#### TASK
Repeat the entries below exactly. Begin with the first line and end with the line that contains "height:1px; margin:-0.5px; padding:0".

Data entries

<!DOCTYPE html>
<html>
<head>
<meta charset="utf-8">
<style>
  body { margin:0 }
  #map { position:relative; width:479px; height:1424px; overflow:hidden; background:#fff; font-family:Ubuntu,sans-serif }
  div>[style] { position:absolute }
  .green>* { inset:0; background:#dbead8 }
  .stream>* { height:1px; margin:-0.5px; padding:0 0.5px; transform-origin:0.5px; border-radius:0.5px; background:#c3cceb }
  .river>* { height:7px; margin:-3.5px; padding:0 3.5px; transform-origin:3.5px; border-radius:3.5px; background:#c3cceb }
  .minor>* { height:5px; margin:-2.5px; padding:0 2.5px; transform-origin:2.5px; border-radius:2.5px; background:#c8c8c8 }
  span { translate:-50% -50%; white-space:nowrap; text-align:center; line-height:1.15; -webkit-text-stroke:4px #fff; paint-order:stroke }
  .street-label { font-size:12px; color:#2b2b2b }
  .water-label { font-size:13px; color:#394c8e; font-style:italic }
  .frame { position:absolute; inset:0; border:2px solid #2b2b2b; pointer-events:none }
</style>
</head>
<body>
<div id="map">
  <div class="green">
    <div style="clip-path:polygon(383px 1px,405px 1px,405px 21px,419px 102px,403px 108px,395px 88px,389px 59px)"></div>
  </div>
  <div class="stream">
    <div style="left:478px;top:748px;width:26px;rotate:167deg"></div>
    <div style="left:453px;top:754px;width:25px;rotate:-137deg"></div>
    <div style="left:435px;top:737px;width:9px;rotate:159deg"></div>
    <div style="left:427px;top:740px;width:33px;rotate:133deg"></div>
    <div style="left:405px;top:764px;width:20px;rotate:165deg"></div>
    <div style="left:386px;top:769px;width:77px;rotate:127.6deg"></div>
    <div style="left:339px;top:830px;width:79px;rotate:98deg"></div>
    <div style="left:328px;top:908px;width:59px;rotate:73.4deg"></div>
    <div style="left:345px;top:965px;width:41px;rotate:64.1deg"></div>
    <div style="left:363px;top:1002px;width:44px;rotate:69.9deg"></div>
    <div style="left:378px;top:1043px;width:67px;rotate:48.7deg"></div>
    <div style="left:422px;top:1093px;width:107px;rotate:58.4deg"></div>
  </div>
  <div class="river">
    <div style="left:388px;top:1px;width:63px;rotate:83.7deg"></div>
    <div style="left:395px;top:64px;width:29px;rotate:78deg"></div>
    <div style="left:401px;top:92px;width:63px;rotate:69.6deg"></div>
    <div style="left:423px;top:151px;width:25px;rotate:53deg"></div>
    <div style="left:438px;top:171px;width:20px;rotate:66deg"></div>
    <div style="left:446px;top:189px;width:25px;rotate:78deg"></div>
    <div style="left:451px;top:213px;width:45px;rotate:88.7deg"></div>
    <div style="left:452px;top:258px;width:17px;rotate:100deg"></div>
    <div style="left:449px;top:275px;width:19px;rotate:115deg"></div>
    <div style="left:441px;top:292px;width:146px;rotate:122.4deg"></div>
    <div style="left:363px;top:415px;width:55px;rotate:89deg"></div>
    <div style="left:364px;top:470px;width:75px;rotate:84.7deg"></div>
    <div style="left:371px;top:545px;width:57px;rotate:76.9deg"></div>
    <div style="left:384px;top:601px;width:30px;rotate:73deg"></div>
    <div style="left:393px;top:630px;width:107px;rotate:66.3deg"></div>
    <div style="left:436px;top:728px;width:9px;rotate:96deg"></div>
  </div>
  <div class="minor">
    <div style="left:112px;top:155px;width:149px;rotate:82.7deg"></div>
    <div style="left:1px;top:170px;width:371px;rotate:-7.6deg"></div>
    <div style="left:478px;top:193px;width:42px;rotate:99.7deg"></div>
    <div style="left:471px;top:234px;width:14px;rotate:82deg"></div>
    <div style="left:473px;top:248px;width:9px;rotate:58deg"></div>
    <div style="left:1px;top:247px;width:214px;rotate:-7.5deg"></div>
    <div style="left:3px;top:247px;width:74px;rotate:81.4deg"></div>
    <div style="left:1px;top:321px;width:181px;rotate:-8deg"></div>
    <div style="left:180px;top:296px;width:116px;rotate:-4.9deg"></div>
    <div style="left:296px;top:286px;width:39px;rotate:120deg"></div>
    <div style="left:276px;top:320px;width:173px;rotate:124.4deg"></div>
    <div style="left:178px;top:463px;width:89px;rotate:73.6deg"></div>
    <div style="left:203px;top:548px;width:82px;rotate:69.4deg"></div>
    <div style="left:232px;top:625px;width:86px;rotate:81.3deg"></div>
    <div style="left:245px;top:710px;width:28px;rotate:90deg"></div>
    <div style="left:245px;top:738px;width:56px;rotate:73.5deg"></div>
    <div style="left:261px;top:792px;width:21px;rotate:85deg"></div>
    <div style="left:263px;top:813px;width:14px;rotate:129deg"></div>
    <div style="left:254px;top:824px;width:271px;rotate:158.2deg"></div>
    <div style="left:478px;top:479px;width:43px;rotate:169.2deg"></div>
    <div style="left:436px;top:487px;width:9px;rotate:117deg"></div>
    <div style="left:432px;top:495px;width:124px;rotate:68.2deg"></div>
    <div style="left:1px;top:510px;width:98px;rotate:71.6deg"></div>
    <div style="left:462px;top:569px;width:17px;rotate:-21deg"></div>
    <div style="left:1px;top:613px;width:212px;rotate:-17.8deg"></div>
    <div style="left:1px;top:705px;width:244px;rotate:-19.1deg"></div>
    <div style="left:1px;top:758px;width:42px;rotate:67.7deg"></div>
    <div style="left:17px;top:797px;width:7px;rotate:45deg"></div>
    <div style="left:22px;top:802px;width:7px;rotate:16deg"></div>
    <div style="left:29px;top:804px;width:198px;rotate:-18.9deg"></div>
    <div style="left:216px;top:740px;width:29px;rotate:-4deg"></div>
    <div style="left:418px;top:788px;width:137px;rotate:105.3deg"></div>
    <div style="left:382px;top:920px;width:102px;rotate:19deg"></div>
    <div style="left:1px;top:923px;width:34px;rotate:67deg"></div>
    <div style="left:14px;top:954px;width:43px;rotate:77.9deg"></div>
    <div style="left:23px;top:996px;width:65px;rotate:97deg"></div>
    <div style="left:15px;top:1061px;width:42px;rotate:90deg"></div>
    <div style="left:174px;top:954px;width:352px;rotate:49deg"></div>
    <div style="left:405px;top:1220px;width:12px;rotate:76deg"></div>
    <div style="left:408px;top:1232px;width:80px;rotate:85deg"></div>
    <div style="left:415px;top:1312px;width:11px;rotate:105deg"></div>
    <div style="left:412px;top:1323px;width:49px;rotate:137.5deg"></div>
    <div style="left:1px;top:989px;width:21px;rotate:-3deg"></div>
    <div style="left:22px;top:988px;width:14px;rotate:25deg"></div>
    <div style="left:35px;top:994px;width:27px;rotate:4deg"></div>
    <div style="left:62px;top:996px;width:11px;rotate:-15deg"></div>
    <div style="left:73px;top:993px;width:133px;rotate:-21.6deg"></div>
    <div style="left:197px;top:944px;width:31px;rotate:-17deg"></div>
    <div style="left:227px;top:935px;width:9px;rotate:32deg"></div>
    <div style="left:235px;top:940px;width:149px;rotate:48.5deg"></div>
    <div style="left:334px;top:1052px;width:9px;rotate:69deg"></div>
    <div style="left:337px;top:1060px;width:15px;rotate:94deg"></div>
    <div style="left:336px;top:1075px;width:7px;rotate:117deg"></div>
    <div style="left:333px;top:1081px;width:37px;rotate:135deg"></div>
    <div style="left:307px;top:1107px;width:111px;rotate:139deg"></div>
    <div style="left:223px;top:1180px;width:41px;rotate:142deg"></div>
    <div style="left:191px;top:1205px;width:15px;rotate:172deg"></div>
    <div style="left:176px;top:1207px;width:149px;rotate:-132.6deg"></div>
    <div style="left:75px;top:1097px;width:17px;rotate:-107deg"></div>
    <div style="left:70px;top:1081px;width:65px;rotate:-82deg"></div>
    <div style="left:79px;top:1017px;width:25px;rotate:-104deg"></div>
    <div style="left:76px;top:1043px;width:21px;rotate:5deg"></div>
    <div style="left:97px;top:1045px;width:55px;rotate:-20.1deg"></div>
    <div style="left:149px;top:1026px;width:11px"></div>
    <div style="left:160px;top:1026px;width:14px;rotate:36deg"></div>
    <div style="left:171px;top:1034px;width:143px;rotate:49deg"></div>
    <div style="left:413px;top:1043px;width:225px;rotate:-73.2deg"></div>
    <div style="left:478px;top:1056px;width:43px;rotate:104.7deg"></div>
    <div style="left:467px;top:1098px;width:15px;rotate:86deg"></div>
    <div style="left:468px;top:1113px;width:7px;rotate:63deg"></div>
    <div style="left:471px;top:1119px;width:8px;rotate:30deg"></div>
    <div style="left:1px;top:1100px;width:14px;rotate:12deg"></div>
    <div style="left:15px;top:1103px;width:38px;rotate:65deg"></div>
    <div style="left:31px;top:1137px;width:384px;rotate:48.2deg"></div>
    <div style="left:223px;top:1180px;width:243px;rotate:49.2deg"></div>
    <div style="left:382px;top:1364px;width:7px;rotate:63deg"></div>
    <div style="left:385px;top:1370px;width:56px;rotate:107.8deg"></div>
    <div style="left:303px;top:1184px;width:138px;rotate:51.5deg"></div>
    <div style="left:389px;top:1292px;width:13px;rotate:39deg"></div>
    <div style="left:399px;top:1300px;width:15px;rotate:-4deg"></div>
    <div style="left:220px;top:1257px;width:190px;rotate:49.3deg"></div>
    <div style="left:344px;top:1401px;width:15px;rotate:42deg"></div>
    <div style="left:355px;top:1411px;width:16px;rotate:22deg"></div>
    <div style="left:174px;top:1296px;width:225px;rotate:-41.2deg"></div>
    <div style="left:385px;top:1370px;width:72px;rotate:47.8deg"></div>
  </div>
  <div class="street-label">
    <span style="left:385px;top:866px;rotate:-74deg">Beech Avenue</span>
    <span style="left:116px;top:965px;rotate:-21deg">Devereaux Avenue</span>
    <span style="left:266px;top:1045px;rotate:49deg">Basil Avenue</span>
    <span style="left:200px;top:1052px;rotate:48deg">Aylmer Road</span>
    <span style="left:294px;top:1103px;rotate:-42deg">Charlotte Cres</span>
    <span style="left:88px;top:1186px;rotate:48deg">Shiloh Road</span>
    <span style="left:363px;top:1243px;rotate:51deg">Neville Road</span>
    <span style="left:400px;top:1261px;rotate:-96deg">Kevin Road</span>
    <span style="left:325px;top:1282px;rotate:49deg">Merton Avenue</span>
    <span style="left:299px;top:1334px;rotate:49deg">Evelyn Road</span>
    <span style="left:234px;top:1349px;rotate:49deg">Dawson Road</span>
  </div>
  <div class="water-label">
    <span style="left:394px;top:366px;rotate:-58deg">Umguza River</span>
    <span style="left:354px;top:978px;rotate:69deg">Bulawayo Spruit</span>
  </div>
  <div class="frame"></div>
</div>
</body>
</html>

#### OUTPUT FOR THIS EXERCISE
<!DOCTYPE html>
<html>
<head>
<meta charset="utf-8">
<style>
  body { margin:0 }
  #map { position:relative; width:479px; height:1424px; overflow:hidden; background:#fff; font-family:Ubuntu,sans-serif }
  div>[style] { position:absolute }
  .green>* { inset:0; background:#dbead8 }
  .stream>* { height:1px; margin:-0.5px; padding:0 0.5px; transform-origin:0.5px; border-radius:0.5px; background:#c3cceb }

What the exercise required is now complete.